I – É assegurada a estabilidade provisória ao empregado dirigente sindical, ainda que a comunicação do registro da candidatura ou da eleição e da posse seja realizada fora do prazo previsto no art. 543, § 5º, da CLT, desde que a ciência ao empregador, por qualquer meio, ocorra na vigência do contrato de trabalho.

II – O art. 522 da CLT foi recepcionado pela Constituição Federal de 1988. Fica limitada, assim, a estabilidade a que alude o art. 543, § 3.º, da CLT a sete dirigentes sindicais e igual número de suplentes.

III – O empregado de categoria diferenciada eleito dirigente sindical só goza de estabilidade se exercer na empresa atividade pertinente à categoria profissional do sindicato para o qual foi eleito dirigente.

IV – Havendo extinção da atividade empresarial no âmbito da base territorial do sindicato, não há razão para subsistir a estabilidade.

V – O registro da candidatura do empregado a cargo de dirigente sindical durante o período de aviso prévio, ainda que indenizado, não lhe assegura a estabilidade, visto que inaplicável a regra do § 3º do art. 543 da Consolidação das Leis do Trabalho”.

Por entender que o Art. e a Súmula em questão não guardam sintonia com a liberdade de organização sindical assegurada pelo Art. 8º da CF, além de tratar de forma igual os desiguais, a Contee, aos 10 de junho de 2013, ajuizou a comentada ADPF, visando obter a declaração de inconstitucionalidade desses dispositivos.

Aos 12 de junho de 2013, o ministro Dias Toffoli, a quem a ADPF foi distribuída, proferiu o seguinte despacho:

“DESPACHO: Vistos. Trata-se de arguição de descumprimento de preceito fundamental, com pedido de liminar, ajuizada pela CONFEDERAÇÃO NACIONAL DOS TRABALHADORES EM ESTABELECIMENTOS DE ENSINO — CONTEE, questionando o art. 522 da Consolidação das Leis do Trabalho (CLT) e da Súmula nº 369, item II, do Tribunal Superior do Trabalho, por violação ao disposto no preâmbulo, no art. 1º, IV, 5º, caput e inciso LIV, e 8º, inciso VIII, todos da Constituição Federal. Eis o teor dos dispositivos questionados: CLT “Art. 522. A administração do sindicato será exercida por uma diretoria constituída no máximo de sete e no mínimo de três membros e de um Conselho Fiscal composto de três membros, eleitos esses órgãos pela Assembléia Geral.”] Súmula nº 369 do TST ‘DIRIGENTE SINDICAL. ESTABILIDADE PROVISÓRIA. (…) II – O art. 522 da CLT foi recepcionado pela Constituição Federal de 1988. Fica limitada, assim, a estabilidade a que alude o art. 543, § 3.º, da CLT a sete dirigentes sindicais e igual número de suplentes.’

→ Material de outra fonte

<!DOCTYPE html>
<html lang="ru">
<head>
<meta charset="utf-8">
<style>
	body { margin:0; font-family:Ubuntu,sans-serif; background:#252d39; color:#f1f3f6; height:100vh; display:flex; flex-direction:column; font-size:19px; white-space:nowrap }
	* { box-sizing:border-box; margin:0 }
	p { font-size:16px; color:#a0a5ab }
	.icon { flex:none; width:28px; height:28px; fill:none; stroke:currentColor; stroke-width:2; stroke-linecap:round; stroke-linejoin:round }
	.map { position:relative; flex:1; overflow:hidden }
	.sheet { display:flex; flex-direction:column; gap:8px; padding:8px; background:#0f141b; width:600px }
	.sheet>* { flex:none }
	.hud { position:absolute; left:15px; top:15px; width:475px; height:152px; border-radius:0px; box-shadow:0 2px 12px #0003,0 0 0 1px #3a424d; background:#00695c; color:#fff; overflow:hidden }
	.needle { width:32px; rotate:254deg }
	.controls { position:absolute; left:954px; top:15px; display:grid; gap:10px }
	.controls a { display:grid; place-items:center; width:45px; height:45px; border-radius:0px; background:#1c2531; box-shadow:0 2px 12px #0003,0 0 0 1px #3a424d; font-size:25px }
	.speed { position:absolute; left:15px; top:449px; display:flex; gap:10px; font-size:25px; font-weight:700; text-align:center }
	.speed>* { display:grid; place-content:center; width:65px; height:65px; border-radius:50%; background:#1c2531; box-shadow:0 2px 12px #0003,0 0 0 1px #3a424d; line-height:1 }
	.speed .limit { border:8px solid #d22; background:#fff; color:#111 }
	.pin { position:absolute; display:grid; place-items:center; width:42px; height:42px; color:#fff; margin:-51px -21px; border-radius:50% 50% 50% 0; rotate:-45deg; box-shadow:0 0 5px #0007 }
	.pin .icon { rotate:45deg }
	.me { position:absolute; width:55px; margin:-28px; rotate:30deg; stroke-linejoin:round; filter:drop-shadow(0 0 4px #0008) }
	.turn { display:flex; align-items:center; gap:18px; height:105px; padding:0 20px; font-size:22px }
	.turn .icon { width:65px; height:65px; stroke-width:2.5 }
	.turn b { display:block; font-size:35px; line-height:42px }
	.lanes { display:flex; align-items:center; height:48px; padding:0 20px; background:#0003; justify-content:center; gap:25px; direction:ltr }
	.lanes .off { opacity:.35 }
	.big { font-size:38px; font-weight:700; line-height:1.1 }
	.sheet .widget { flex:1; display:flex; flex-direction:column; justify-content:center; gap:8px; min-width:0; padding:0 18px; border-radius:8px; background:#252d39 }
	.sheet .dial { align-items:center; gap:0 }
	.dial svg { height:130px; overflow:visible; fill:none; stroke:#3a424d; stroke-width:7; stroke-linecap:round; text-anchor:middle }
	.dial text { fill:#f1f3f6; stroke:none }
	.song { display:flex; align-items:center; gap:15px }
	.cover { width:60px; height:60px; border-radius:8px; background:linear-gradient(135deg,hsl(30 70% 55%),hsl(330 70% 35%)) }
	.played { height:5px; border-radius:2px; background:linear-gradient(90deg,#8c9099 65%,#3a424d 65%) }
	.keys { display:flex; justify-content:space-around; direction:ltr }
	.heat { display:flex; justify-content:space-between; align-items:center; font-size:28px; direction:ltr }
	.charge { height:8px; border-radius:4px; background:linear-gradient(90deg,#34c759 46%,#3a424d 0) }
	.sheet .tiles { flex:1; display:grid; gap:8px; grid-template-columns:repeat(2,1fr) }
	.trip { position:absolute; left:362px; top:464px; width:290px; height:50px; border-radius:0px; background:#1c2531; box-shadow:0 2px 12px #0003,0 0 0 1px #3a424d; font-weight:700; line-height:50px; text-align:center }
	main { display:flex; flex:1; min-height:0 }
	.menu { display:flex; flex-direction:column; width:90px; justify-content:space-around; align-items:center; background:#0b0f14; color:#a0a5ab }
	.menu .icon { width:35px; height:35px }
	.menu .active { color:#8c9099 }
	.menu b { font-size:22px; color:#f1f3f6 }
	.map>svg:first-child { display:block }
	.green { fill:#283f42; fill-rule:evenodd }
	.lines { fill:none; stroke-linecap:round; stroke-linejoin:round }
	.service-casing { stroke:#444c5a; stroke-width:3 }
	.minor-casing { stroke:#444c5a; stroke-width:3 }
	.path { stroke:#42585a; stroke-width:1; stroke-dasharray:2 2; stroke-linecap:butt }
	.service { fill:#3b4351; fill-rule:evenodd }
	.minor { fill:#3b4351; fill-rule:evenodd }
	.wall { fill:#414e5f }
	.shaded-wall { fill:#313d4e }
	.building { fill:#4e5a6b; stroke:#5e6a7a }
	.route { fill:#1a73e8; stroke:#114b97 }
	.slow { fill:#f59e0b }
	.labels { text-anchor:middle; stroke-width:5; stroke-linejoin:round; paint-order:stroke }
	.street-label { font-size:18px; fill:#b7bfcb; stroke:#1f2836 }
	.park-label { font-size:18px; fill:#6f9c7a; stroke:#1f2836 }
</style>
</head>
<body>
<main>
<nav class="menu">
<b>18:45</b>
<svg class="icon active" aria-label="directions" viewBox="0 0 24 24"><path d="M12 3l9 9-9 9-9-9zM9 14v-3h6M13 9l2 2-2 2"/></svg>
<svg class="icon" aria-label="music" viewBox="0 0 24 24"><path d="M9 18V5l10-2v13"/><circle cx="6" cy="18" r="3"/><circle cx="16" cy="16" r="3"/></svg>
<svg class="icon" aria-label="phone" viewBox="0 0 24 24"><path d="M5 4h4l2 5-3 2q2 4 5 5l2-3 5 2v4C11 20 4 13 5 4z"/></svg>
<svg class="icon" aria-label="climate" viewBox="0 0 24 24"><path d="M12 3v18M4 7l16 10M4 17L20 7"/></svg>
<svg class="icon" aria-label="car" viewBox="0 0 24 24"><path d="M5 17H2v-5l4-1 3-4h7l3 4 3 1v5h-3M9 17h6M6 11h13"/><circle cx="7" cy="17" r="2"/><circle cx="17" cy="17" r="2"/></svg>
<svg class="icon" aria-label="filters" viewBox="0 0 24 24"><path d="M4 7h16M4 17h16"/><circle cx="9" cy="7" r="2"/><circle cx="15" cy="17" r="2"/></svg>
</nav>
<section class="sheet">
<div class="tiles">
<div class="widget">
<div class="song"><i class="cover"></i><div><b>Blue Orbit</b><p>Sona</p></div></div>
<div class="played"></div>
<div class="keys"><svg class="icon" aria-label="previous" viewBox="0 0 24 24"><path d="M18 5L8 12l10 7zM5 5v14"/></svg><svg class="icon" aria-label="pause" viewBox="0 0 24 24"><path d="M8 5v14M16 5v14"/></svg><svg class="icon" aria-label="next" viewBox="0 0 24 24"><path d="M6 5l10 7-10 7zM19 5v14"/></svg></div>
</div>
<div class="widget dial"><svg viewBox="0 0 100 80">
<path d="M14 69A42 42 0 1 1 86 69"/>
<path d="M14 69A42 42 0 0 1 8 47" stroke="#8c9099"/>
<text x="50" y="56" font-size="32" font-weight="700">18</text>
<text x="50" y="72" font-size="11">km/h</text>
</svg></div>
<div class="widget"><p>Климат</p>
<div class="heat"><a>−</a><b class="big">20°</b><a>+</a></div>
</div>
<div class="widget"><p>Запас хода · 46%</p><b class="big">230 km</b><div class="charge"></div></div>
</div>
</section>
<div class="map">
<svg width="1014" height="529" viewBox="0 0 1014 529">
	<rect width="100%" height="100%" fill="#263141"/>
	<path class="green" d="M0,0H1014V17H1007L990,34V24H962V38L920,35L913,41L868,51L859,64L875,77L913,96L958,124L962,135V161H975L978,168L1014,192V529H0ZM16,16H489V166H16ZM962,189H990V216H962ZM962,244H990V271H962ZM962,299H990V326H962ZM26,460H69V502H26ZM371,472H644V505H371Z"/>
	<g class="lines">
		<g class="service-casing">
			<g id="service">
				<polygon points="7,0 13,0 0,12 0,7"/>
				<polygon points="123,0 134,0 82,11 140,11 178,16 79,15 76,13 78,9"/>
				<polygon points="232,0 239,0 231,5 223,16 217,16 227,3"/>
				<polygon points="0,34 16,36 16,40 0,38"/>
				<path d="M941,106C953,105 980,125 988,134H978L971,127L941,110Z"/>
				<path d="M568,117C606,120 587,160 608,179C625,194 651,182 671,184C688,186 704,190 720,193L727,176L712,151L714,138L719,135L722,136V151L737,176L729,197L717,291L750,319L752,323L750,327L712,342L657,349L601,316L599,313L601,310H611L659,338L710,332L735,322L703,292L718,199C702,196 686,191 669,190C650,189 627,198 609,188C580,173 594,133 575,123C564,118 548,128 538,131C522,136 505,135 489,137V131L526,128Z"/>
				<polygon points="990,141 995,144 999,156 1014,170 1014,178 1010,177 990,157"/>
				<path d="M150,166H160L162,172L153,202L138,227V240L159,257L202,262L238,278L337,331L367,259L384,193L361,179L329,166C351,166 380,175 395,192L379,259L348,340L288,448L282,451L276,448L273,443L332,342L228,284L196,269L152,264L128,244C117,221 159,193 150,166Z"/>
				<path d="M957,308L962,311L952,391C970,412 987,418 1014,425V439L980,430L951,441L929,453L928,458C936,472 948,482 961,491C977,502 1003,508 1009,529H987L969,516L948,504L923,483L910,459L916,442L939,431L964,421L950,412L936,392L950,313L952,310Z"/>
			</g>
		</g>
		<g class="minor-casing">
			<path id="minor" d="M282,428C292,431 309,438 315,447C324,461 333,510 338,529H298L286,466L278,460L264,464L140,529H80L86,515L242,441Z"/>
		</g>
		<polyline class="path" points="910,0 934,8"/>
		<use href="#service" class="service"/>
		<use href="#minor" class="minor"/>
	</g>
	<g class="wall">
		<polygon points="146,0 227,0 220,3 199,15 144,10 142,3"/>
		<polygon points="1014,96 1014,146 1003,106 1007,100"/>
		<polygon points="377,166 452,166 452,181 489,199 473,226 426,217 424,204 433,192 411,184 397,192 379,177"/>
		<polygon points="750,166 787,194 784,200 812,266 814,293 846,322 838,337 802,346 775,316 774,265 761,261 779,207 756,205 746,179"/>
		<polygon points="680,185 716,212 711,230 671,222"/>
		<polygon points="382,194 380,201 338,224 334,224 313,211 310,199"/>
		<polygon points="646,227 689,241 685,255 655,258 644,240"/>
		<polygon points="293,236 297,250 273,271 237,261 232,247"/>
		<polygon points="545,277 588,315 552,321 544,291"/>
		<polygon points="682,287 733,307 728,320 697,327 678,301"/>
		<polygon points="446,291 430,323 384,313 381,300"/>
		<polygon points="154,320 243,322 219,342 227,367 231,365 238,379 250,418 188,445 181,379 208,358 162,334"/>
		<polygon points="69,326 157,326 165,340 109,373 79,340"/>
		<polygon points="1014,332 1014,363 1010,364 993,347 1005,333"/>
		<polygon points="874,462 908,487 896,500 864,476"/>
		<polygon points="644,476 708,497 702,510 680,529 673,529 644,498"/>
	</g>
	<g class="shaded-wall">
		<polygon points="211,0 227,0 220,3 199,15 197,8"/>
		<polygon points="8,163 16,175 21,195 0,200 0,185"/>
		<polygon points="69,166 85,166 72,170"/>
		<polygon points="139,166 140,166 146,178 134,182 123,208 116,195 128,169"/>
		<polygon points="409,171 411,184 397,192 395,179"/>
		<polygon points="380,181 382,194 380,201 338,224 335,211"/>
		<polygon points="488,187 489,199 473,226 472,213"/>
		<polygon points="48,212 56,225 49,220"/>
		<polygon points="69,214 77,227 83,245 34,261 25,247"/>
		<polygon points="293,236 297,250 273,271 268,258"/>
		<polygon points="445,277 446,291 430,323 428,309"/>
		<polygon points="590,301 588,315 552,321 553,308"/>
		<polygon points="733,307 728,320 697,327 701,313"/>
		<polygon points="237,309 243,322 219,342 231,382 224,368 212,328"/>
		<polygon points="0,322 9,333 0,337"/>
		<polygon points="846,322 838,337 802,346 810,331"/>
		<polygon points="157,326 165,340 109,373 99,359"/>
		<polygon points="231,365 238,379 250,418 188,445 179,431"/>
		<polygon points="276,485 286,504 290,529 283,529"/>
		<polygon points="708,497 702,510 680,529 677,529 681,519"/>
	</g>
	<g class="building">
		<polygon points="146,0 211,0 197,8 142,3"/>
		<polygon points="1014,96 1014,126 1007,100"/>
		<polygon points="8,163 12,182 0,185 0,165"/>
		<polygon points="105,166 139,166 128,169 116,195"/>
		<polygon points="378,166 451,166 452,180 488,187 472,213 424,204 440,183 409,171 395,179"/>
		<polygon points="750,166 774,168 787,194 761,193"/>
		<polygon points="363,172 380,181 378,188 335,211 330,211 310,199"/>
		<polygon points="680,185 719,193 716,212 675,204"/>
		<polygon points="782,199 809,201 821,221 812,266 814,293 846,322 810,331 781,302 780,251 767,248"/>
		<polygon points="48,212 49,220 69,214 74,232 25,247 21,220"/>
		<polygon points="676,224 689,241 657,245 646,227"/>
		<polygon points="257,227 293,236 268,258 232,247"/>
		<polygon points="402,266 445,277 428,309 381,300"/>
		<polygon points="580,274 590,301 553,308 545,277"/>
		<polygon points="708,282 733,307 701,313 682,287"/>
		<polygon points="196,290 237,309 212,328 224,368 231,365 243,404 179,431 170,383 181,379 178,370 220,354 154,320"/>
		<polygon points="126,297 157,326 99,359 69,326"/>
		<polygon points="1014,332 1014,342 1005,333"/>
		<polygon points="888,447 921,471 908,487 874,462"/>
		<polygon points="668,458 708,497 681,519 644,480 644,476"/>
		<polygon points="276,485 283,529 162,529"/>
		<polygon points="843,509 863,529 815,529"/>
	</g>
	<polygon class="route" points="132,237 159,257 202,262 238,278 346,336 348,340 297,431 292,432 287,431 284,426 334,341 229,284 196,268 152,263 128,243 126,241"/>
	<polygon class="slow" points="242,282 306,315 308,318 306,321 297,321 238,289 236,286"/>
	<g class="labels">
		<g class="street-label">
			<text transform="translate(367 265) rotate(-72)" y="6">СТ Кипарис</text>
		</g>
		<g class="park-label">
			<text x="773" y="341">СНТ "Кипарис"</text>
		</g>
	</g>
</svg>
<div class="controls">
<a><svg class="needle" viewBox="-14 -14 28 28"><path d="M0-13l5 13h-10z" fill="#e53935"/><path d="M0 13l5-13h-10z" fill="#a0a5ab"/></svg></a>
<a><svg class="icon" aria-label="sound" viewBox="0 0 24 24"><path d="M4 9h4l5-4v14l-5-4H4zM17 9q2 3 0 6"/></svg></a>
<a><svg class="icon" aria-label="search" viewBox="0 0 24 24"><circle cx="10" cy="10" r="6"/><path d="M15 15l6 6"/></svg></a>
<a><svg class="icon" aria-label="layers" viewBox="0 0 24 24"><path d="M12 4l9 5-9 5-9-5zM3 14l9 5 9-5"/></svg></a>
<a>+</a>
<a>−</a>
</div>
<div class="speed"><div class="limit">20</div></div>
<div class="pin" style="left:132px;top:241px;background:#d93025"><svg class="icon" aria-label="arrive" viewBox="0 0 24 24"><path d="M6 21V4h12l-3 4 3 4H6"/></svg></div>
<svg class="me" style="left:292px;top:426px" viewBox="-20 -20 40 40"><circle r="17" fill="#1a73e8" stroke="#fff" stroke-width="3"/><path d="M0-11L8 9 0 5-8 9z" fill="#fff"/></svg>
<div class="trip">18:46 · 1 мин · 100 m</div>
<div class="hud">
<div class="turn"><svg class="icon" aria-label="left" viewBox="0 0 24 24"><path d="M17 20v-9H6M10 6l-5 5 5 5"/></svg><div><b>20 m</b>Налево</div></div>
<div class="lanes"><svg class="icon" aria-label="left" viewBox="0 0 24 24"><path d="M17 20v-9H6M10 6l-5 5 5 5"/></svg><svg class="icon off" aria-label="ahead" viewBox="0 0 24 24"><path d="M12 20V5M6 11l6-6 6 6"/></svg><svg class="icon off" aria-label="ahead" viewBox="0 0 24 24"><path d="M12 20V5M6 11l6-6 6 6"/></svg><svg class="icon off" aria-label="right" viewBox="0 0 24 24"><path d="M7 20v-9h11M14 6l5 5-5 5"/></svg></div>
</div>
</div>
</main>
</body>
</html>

A relevância da questão debatida na presente arguição ensejam a aplicação analógica do rito abreviado do art. 12 da Lei nº 9.868/99, a fim de que a decisão seja tomada em caráter definitivo. Ante o exposto, solicitem-se informações aos requeridos e, na sequência, abra-se vista, sucessivamente, no prazo de cinco dias, ao Advogado-Geral da União e ao Procurador-Geral da República (art. 12 da Lei nº 9.868/99). Publique-se. Brasília, 12 de junho de 2013. Ministro DIAS TOFFOLI”.

Esse despacho remeteu a ADPF ao julgamento de seu mérito, de forma direta, ou seja, sem apreciação do pedido de cautelar (liminar). Isso porque, como se colhe dele, a questão por ela abordada é de grande relevância.

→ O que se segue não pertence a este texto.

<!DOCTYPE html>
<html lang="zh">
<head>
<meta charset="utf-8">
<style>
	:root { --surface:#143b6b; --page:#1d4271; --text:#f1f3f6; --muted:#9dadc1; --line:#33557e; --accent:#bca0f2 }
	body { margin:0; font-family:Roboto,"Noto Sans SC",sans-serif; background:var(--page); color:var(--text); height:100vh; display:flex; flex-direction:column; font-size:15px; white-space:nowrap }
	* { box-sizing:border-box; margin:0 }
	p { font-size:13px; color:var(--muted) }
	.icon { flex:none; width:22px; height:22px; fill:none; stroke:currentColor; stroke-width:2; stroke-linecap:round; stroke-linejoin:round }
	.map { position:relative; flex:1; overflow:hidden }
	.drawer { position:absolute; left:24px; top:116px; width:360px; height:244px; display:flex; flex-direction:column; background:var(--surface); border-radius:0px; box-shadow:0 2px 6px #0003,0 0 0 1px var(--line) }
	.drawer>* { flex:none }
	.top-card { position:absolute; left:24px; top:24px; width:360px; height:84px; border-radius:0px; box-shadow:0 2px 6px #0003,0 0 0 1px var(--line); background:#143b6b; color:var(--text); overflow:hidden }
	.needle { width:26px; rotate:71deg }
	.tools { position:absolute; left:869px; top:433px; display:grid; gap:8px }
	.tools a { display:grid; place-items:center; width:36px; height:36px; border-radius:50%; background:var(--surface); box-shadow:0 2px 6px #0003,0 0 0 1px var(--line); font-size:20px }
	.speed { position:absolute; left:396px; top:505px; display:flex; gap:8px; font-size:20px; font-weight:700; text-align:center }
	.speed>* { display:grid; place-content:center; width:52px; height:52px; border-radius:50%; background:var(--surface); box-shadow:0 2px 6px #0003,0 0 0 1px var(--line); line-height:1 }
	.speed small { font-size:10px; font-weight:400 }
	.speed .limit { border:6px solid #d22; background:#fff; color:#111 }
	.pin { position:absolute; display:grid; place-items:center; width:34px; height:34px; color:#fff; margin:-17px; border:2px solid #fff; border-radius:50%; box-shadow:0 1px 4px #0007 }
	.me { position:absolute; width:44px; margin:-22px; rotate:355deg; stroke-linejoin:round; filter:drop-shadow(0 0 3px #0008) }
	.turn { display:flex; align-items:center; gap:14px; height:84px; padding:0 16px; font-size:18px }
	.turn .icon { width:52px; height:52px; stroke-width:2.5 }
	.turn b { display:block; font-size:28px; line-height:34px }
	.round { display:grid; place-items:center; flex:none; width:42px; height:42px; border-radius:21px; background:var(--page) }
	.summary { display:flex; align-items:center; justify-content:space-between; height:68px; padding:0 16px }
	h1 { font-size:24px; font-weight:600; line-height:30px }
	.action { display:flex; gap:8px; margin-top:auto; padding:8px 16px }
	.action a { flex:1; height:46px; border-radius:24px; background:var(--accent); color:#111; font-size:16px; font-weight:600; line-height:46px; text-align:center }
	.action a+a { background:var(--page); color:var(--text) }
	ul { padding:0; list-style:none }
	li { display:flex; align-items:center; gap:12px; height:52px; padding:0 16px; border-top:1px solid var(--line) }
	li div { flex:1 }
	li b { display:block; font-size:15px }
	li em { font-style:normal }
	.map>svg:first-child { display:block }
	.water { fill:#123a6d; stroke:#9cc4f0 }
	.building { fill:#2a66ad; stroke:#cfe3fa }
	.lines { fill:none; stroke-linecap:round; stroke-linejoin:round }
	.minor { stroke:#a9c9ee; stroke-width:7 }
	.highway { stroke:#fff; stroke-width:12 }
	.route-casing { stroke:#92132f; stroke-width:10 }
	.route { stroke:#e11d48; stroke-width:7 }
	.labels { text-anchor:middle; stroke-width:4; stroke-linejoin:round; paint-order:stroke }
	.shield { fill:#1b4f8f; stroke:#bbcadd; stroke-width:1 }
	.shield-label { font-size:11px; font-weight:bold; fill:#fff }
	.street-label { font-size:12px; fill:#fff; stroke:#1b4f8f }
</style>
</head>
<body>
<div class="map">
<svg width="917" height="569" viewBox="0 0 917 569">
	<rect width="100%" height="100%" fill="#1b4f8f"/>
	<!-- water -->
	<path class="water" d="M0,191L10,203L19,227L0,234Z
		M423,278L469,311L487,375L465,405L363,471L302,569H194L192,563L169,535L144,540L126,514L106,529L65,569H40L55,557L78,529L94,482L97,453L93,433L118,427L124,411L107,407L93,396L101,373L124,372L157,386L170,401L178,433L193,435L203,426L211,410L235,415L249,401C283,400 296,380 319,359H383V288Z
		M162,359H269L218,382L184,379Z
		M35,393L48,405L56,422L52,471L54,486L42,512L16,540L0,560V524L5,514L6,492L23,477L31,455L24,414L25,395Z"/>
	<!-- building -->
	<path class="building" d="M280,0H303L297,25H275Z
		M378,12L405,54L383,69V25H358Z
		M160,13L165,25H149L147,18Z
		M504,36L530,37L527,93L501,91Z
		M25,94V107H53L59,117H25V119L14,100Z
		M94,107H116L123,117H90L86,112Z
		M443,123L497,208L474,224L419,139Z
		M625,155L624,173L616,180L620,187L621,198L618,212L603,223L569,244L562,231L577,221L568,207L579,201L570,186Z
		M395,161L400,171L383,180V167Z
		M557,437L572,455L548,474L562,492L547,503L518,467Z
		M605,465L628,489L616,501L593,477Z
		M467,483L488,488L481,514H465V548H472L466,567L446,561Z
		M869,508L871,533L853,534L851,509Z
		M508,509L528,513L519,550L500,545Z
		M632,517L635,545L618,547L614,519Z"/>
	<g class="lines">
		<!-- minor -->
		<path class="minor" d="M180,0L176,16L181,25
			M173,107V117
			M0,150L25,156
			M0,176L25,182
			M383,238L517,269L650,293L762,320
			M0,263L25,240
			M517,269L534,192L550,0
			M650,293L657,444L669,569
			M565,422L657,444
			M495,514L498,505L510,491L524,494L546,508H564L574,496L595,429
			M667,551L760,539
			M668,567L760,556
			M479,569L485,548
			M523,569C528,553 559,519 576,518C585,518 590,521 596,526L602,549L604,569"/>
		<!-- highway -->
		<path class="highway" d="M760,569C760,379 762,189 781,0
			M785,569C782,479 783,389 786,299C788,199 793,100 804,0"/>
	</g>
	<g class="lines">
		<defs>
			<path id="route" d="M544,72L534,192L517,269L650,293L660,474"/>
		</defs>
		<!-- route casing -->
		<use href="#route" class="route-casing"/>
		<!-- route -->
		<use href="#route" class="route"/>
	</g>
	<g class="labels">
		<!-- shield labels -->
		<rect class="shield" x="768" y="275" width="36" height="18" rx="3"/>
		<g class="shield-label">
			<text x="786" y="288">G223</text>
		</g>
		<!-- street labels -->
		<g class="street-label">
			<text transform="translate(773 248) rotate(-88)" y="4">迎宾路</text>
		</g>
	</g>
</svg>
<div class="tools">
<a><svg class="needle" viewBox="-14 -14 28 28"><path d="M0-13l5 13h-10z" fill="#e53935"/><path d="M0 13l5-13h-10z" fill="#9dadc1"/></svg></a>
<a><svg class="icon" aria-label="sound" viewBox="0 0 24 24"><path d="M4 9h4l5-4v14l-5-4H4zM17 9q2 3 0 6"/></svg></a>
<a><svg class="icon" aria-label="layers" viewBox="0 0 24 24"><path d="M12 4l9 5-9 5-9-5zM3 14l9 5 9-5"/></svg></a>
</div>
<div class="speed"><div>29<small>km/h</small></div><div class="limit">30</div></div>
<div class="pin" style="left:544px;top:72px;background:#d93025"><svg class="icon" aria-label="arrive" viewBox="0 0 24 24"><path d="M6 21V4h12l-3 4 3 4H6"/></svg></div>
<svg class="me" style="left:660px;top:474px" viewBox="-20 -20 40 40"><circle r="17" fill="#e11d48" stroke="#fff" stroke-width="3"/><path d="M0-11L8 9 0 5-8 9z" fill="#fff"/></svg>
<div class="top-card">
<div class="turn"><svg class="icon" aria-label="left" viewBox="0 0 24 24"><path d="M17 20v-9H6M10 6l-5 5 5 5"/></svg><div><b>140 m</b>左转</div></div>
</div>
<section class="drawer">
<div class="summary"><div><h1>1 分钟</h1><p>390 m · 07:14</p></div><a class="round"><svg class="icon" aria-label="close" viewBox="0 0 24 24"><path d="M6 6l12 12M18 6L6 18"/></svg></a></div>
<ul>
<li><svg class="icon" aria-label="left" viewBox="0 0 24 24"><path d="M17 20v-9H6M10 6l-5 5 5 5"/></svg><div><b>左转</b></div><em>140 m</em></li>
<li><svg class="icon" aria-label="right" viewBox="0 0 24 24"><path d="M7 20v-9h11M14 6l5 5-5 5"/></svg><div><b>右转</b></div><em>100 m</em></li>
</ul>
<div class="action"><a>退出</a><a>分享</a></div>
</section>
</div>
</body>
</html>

Todavia, essa relevância não passou de mera declaração, esvaziada pelo decurso de tempo, posto que somente aos 8 de maio de 2020, após decorridos seis anos, dez meses e 26 dias, a matéria foi a julgamento, o que se constitui em prova inconteste da indisfarçada aversão do STF às entidades sindicais de trabalhadores.

O voto da ministra relatora, Carmen Lúcia — a quem a ADPF foi redistribuída em 2018 —, acolhido, à unanimidade, pelos demais ministros, prima por sofismas e evasivas, sem considerar os argumentos e fundamentos da autora (Contee).

Para comprovar essa afirmação, reproduzem-se, aqui, excertos do realçado voto e da petição inicial.

O voto, sofisticamente, registra:

“[…]

8. A repercussão prática conferida pelos tribunais na aplicação do art. 522 da Consolidação das Leis do Trabalho limita a estabilidade do dirigente sindical, sem tocar ou restringir a autonomia das entidades sindicais para definir a composição de sua diretoria conforme regras estatutárias.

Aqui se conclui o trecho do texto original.